* **What the task asks**: Your reply should consist solely of the number of lines in the data that contain "scale".

(Dataset excerpts)
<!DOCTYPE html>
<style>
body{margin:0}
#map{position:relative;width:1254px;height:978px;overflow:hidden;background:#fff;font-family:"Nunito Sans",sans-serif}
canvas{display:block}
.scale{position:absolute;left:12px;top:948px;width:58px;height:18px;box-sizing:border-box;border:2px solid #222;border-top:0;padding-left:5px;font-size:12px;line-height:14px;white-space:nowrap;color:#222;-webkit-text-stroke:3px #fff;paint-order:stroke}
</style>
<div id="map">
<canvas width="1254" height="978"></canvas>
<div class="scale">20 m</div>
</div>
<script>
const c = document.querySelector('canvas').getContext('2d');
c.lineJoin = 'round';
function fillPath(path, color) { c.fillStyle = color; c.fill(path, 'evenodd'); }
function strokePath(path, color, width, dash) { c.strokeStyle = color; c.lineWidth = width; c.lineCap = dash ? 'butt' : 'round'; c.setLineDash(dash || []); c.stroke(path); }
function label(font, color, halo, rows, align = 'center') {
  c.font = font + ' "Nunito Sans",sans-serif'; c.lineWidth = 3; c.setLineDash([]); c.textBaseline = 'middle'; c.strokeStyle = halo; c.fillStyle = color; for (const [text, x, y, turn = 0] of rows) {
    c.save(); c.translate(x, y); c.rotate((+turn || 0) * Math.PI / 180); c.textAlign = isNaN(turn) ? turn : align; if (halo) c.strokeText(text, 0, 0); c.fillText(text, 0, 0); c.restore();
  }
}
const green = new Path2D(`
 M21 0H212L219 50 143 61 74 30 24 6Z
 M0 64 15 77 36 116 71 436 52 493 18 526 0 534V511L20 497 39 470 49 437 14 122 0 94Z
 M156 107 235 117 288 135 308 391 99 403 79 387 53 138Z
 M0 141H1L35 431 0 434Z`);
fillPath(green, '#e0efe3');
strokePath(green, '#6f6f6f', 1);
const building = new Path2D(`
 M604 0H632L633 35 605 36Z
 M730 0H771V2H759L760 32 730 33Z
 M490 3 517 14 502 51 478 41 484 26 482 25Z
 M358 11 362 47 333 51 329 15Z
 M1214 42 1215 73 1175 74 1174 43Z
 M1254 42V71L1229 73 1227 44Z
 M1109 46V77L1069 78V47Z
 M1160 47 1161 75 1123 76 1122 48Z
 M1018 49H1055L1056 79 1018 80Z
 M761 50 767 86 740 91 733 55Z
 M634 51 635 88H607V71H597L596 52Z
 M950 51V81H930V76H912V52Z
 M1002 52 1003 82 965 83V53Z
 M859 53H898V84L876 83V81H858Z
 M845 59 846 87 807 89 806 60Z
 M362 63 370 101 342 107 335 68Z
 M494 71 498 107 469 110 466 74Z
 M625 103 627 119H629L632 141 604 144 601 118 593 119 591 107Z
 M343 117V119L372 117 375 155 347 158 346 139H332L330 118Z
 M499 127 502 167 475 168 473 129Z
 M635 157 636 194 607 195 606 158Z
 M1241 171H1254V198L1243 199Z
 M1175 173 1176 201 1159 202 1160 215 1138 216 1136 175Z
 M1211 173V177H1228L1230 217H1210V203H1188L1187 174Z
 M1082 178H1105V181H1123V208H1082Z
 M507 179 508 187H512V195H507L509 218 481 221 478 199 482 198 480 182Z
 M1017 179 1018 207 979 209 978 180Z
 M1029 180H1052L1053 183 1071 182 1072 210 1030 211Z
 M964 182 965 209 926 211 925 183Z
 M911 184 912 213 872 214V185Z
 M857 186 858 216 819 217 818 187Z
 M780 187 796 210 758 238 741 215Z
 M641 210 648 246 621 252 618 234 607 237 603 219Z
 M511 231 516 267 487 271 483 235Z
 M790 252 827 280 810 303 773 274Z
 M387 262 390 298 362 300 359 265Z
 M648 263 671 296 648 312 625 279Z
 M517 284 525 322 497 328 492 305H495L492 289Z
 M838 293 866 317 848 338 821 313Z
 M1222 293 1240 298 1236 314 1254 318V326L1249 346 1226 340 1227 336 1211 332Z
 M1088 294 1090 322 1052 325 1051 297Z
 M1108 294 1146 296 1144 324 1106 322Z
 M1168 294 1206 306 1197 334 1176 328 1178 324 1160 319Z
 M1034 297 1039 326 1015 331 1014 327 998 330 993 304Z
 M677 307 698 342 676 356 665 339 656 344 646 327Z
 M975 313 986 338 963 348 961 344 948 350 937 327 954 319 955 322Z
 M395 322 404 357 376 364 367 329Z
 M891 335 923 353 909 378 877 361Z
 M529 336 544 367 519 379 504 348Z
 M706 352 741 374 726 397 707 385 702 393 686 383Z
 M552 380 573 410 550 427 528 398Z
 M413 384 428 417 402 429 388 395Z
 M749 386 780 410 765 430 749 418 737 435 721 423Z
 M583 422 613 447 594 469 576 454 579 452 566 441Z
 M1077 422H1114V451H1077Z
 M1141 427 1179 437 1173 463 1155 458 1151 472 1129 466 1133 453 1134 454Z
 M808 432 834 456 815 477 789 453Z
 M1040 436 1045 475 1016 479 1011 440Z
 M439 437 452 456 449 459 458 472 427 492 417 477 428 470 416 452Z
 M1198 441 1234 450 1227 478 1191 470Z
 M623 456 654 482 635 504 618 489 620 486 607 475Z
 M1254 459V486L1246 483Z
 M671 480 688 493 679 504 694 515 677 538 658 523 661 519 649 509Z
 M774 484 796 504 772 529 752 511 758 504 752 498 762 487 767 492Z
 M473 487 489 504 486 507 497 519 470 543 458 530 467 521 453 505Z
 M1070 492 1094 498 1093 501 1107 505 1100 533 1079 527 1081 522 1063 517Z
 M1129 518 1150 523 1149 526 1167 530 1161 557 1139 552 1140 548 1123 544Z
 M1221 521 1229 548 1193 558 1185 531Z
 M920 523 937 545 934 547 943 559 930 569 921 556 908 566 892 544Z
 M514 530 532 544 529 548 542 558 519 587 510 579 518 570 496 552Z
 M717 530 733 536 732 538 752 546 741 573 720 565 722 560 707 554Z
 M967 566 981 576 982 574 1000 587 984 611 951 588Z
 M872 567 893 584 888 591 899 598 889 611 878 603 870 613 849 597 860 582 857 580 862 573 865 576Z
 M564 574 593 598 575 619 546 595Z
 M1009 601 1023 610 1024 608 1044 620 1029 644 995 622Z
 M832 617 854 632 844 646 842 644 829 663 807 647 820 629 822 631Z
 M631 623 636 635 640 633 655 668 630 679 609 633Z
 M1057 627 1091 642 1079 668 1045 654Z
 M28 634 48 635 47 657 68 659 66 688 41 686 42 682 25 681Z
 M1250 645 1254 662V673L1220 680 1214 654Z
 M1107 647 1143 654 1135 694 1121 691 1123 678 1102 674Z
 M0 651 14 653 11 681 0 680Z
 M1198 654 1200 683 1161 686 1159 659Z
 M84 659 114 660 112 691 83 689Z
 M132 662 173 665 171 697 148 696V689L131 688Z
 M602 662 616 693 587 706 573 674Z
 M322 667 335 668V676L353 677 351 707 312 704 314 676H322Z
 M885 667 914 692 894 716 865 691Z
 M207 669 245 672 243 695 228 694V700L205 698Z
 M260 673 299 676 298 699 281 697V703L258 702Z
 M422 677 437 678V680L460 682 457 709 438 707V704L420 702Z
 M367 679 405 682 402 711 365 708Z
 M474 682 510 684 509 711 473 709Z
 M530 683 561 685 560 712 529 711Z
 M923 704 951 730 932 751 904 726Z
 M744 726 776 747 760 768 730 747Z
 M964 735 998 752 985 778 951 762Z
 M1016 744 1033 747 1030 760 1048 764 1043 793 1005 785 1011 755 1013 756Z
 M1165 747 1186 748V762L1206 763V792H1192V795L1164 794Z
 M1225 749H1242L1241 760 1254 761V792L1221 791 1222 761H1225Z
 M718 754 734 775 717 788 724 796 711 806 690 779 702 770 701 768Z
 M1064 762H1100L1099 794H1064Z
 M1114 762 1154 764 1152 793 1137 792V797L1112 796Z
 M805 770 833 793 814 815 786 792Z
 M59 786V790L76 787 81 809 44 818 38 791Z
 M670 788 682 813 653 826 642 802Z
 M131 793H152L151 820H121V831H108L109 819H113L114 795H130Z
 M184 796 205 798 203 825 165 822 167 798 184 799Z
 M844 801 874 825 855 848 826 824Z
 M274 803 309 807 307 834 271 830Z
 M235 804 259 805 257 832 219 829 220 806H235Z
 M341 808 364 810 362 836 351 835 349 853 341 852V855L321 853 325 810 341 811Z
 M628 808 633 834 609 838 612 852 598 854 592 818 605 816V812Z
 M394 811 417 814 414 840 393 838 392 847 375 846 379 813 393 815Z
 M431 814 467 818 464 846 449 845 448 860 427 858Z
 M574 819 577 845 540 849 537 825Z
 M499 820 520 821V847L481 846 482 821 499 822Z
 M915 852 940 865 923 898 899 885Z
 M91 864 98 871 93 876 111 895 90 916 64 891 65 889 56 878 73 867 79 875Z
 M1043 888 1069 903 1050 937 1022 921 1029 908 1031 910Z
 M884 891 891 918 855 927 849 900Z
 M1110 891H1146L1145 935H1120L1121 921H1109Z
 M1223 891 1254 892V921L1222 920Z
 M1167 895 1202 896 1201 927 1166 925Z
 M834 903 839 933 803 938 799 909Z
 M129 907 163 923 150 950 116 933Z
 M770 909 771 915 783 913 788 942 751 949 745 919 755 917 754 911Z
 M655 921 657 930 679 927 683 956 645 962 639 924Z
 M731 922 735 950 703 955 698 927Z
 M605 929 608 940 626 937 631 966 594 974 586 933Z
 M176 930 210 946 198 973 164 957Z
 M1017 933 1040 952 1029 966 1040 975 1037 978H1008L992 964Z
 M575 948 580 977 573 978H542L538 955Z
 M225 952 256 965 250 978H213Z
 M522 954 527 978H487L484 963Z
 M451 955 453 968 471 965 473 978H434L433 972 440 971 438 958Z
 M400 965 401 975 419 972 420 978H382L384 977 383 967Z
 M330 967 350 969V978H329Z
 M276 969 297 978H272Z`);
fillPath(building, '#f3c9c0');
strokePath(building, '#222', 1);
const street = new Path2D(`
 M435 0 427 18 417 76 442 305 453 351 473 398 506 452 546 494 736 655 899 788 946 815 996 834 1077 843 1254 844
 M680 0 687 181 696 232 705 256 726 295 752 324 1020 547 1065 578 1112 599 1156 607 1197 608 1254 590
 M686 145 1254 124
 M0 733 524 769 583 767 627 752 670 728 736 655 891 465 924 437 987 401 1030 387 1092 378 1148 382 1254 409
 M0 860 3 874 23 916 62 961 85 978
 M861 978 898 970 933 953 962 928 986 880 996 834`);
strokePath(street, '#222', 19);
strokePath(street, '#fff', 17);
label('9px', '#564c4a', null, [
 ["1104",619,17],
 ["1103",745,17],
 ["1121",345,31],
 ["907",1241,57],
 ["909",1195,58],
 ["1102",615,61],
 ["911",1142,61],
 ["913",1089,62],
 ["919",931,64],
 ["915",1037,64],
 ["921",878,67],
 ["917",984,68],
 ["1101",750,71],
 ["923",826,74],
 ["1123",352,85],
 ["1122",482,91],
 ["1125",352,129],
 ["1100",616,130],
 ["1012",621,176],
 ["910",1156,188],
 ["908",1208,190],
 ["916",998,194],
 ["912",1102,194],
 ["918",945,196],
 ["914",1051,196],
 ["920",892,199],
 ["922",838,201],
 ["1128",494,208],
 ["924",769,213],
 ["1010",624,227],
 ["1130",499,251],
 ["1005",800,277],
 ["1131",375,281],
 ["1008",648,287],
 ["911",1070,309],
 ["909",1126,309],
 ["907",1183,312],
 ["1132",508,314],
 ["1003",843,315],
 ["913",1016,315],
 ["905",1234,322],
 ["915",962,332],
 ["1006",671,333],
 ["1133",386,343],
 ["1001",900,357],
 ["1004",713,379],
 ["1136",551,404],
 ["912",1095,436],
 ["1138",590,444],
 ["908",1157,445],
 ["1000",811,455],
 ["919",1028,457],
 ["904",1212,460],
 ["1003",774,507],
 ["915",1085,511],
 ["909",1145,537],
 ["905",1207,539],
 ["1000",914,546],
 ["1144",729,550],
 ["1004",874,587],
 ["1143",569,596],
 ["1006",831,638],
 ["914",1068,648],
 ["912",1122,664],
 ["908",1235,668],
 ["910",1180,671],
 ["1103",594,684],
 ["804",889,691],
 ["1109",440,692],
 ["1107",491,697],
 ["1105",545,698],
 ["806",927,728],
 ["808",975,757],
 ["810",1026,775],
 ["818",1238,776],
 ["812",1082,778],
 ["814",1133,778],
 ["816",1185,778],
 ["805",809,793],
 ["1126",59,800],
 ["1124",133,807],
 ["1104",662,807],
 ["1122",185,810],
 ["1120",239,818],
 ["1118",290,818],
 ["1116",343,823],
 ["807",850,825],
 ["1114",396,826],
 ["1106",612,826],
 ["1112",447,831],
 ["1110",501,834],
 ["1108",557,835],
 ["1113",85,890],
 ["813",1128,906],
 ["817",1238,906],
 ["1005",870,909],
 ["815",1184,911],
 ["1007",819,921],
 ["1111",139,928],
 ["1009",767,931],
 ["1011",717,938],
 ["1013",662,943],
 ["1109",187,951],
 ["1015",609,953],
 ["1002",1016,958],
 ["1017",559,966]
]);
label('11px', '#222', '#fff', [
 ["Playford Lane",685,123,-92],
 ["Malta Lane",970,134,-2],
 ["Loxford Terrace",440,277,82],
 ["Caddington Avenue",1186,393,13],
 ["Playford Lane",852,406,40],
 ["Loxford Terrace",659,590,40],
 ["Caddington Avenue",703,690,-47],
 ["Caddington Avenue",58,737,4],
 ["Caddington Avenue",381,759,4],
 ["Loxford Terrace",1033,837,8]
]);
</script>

* **Answer box**: 2